--- What to do ---
How many lines in the records below hold the word "Beach"? Answer with the number alone.
** Opening Raw data block **
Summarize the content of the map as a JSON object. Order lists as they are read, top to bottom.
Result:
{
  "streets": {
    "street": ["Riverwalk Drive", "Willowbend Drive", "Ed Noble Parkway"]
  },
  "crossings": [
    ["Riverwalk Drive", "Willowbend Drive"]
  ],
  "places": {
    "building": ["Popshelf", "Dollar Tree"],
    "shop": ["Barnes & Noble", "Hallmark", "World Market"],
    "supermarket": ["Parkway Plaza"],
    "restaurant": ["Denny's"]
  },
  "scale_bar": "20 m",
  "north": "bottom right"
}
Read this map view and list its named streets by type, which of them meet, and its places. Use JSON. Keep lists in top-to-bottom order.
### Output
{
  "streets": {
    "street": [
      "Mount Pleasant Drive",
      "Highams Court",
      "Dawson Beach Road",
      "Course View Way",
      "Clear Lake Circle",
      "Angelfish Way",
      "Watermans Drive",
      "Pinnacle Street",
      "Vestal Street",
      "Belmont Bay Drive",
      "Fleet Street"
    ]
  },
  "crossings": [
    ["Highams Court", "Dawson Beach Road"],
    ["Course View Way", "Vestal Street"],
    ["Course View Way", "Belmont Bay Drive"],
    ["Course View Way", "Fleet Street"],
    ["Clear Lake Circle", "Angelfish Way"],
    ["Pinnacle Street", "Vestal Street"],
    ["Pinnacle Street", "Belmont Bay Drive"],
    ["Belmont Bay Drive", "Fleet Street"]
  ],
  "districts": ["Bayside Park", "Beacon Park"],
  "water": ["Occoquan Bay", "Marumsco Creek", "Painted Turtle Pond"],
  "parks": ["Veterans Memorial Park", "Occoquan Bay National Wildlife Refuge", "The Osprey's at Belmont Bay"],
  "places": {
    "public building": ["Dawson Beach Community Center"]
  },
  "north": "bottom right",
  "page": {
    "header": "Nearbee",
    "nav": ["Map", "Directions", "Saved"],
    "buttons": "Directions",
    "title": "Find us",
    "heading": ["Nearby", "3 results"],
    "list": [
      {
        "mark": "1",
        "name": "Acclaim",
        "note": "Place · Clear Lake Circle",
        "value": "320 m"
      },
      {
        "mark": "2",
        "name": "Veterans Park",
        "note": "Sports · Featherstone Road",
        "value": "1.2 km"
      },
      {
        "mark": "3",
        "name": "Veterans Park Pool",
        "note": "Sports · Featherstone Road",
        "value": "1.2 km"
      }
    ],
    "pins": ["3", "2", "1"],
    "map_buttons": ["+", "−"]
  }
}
** Closing Raw data block **
--- Solution for this task ---
3